What this task involves:
In the entries below, find every line with the string "turn" and copy it.

Information provided:
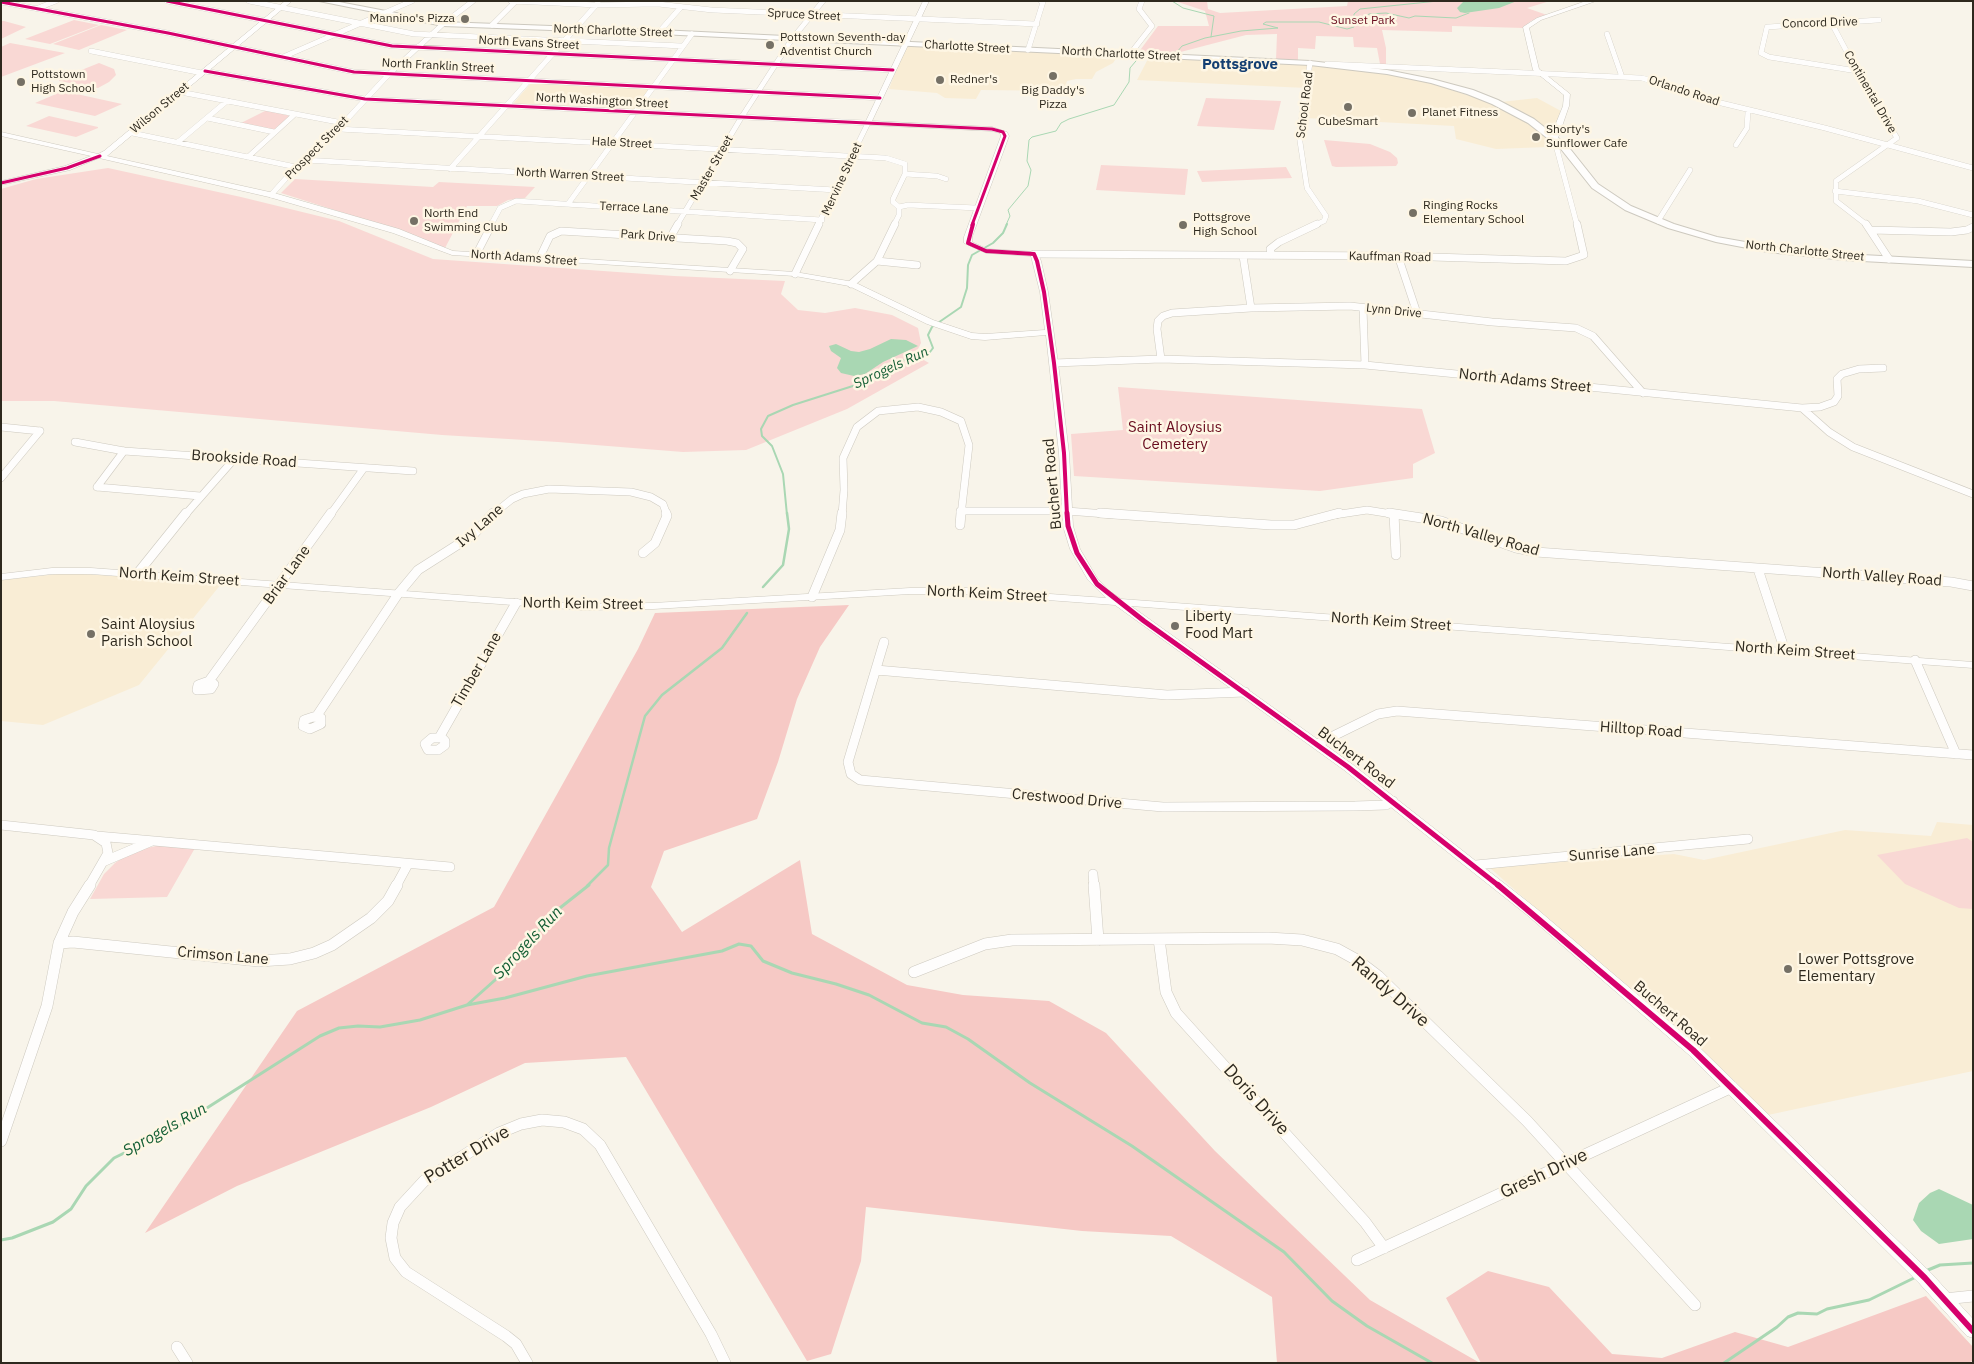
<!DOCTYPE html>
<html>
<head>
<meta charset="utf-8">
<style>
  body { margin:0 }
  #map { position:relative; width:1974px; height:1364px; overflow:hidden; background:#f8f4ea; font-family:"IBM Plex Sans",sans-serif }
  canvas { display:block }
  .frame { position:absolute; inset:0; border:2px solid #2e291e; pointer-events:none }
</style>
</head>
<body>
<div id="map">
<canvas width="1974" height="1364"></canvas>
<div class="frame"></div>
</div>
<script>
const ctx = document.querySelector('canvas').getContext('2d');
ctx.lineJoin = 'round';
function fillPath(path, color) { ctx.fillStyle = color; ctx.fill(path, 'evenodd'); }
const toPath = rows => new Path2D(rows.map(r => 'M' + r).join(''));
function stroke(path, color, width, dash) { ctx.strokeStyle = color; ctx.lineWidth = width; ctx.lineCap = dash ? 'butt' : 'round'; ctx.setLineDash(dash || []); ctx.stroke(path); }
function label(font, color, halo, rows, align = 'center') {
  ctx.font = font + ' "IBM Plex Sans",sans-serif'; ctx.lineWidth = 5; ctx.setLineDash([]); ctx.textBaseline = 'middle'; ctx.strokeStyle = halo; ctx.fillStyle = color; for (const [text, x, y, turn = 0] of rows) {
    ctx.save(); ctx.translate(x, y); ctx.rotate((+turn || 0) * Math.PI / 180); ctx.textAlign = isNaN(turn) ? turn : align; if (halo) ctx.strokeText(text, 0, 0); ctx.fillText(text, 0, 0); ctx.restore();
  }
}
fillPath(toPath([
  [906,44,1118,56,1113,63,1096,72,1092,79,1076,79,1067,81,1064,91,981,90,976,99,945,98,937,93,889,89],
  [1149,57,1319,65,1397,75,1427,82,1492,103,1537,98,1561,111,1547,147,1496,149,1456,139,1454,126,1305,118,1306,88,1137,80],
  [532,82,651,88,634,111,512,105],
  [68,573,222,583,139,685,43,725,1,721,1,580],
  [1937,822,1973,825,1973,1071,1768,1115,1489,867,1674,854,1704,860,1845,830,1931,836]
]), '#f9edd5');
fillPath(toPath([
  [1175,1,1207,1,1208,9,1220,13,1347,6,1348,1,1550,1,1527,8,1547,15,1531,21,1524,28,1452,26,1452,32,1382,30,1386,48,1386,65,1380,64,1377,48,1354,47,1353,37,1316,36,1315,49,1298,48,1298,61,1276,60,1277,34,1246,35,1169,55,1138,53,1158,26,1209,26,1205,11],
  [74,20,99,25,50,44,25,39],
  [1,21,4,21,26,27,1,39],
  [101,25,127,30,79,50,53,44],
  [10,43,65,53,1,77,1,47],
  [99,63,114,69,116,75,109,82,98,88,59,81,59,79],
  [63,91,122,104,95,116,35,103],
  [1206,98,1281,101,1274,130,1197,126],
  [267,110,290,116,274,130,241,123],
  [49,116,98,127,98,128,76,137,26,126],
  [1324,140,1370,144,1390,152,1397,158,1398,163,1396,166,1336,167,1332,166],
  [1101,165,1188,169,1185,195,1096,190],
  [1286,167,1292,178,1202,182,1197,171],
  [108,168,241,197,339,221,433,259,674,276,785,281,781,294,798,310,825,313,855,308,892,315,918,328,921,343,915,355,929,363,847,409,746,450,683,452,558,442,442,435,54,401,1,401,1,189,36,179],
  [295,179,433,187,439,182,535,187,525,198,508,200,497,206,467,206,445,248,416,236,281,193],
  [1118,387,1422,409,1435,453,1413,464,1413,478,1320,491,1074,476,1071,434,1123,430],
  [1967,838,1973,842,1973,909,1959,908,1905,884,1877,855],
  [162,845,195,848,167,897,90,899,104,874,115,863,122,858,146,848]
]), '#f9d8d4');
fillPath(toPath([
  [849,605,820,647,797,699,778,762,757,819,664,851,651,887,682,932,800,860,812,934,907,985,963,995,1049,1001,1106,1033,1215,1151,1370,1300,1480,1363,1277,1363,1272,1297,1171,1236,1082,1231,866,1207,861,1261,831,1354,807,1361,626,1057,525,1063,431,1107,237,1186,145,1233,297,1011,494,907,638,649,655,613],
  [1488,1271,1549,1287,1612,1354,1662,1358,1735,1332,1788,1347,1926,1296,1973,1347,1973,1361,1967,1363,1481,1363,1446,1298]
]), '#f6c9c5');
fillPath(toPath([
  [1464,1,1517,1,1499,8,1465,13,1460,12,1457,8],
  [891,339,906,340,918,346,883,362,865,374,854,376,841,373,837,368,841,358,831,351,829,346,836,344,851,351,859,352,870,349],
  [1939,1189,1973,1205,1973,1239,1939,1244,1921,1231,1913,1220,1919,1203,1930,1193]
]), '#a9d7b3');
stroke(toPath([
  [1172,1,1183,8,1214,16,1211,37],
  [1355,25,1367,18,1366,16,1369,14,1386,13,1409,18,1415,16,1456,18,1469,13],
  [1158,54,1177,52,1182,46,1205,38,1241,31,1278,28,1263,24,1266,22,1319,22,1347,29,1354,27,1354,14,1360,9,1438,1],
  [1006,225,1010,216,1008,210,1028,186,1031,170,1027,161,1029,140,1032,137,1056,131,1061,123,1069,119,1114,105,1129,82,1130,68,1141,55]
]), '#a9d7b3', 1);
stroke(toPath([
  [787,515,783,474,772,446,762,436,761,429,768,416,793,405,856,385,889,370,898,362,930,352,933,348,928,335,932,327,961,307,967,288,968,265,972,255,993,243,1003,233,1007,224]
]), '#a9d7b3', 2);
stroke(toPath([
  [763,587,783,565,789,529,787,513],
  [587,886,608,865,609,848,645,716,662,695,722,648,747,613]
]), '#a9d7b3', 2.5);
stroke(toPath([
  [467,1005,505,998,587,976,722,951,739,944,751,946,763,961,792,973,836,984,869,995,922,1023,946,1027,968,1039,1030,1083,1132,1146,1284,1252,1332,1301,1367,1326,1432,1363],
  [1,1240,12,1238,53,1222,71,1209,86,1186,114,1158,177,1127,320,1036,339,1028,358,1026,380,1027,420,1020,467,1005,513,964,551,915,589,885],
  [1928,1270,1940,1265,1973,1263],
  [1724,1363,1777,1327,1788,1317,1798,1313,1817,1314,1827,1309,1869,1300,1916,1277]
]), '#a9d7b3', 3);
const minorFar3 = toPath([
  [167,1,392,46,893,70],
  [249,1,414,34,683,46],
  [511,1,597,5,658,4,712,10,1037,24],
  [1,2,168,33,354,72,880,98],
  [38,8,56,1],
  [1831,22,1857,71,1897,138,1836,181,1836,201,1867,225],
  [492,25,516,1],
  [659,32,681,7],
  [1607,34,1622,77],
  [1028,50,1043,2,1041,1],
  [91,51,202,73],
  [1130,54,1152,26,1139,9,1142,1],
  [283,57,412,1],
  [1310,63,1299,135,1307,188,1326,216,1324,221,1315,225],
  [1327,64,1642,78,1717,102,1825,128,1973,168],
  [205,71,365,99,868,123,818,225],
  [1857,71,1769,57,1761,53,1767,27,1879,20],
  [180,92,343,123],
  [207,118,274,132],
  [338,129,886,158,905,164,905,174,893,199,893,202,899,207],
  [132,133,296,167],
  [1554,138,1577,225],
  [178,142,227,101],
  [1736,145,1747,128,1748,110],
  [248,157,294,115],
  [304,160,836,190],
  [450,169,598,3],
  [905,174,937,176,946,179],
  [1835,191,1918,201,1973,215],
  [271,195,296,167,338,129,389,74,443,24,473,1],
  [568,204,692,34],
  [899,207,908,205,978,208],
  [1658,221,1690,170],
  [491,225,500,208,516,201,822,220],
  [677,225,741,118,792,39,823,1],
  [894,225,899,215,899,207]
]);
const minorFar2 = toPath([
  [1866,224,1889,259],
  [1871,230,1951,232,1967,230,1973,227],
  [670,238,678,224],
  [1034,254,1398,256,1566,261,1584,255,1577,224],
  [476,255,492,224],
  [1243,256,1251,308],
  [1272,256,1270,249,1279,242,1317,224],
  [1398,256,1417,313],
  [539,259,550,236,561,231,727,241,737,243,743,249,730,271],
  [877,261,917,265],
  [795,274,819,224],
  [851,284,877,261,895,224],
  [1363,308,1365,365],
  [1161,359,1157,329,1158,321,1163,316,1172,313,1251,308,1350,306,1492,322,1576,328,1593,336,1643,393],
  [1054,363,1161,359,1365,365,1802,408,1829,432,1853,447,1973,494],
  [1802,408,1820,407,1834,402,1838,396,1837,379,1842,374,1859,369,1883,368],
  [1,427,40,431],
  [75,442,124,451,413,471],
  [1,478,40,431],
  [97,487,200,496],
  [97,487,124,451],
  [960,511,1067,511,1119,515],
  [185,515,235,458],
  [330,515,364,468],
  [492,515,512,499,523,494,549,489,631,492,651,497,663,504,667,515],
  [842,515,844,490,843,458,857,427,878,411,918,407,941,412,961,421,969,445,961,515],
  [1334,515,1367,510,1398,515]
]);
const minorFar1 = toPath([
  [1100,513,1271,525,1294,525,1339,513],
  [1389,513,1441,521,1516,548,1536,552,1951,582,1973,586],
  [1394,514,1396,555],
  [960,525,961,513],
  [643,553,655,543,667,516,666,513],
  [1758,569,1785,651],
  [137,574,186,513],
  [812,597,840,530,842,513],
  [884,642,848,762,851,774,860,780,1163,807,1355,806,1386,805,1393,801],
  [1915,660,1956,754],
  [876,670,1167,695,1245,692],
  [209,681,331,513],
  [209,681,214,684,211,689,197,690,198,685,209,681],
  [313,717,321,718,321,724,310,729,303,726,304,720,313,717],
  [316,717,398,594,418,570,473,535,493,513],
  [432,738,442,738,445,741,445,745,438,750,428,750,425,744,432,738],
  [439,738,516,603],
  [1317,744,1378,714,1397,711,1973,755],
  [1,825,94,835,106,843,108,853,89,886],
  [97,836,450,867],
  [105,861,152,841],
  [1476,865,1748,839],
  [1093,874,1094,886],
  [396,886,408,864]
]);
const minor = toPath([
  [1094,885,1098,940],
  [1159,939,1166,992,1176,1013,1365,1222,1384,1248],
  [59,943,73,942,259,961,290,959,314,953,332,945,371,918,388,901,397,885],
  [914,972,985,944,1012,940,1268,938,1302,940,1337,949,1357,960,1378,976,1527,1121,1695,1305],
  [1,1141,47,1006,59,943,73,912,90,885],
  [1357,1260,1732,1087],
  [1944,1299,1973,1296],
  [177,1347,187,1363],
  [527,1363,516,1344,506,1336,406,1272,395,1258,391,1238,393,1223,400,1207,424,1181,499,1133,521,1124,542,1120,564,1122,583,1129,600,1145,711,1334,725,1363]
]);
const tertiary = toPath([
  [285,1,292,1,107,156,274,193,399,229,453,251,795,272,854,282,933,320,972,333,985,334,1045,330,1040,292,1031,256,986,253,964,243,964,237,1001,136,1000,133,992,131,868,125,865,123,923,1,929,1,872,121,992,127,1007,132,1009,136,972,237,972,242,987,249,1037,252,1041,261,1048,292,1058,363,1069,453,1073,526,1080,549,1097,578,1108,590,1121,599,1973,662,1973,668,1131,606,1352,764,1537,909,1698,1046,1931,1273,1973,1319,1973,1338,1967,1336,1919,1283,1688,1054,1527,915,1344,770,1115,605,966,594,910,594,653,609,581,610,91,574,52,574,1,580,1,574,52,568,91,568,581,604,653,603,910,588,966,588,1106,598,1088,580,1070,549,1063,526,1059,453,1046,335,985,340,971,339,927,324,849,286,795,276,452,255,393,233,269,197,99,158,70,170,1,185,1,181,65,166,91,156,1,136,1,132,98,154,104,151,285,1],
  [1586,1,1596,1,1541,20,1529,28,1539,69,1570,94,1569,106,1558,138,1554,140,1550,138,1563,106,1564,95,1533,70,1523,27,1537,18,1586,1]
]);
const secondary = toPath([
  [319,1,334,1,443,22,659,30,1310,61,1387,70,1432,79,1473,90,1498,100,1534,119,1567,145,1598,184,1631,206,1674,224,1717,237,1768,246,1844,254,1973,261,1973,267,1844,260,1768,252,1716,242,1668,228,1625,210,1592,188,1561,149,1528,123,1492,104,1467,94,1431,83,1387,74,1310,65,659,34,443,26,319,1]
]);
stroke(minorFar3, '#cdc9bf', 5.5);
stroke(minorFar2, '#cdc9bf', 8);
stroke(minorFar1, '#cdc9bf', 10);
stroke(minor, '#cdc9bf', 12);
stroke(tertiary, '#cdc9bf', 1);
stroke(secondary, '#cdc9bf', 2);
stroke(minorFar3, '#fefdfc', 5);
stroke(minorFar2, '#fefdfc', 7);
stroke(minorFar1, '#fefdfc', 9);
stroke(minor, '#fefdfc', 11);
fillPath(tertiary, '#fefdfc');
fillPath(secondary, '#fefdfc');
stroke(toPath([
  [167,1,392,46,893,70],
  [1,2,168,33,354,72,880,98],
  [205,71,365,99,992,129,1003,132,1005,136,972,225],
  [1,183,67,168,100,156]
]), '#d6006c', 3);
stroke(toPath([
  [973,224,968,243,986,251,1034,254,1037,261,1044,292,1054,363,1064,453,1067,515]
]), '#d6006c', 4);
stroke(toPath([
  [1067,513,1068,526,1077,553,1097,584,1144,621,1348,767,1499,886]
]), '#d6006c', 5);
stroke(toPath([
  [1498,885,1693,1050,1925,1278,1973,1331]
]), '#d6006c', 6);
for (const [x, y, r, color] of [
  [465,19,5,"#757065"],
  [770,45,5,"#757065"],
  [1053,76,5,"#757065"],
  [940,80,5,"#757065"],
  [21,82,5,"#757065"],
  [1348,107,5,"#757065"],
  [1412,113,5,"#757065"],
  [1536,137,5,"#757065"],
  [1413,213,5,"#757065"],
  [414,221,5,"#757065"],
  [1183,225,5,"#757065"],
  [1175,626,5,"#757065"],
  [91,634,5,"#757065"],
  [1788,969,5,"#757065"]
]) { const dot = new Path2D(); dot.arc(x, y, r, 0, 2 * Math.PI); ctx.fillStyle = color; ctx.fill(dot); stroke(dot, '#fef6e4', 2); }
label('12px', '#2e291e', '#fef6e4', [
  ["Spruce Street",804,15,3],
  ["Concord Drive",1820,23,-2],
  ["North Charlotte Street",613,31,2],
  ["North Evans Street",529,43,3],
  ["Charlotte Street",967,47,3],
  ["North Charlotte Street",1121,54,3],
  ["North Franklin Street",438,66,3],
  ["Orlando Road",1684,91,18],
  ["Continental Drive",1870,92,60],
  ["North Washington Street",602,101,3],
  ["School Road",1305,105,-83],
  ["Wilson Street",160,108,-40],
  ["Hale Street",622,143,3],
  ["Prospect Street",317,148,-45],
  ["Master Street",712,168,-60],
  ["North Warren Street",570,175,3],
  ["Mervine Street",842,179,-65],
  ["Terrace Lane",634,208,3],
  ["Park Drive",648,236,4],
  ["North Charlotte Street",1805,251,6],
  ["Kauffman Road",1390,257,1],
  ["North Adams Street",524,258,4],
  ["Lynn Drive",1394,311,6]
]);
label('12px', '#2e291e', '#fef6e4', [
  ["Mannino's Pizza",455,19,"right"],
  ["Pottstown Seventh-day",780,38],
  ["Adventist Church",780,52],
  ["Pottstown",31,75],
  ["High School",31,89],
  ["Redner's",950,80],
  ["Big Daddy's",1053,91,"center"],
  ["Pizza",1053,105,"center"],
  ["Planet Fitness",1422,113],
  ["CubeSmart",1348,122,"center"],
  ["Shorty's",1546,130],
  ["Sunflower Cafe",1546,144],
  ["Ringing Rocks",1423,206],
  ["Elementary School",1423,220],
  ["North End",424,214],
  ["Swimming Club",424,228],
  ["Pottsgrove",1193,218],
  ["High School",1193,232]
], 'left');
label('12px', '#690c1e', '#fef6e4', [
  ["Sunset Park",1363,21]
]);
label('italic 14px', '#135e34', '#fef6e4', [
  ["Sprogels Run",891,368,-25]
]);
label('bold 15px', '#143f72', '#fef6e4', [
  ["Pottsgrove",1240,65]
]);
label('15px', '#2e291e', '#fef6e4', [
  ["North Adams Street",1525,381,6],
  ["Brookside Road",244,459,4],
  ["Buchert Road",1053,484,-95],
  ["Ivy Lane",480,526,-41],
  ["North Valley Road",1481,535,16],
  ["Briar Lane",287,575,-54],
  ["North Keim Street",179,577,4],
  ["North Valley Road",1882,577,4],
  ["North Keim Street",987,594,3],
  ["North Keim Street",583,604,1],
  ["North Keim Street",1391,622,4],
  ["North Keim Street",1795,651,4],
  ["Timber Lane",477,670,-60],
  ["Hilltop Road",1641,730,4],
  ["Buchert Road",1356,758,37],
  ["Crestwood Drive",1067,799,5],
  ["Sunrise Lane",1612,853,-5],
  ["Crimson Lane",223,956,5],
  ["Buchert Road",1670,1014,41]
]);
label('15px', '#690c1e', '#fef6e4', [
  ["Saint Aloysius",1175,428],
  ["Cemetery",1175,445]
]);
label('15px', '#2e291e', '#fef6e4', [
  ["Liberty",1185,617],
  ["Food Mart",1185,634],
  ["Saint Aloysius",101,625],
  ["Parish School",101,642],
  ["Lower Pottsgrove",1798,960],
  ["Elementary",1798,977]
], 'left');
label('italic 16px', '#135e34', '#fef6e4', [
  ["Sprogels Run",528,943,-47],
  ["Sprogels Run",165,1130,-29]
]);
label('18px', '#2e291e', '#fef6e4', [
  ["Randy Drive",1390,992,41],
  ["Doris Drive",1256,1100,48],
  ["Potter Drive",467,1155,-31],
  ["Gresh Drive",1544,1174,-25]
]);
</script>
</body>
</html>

Reply:
  ctx.font = font + ' "IBM Plex Sans",sans-serif'; ctx.lineWidth = 5; ctx.setLineDash([]); ctx.textBaseline = 'middle'; ctx.strokeStyle = halo; ctx.fillStyle = color; for (const [text, x, y, turn = 0] of rows) {
    ctx.save(); ctx.translate(x, y); ctx.rotate((+turn || 0) * Math.PI / 180); ctx.textAlign = isNaN(turn) ? turn : align; if (halo) ctx.strokeText(text, 0, 0); ctx.fillText(text, 0, 0); ctx.restore();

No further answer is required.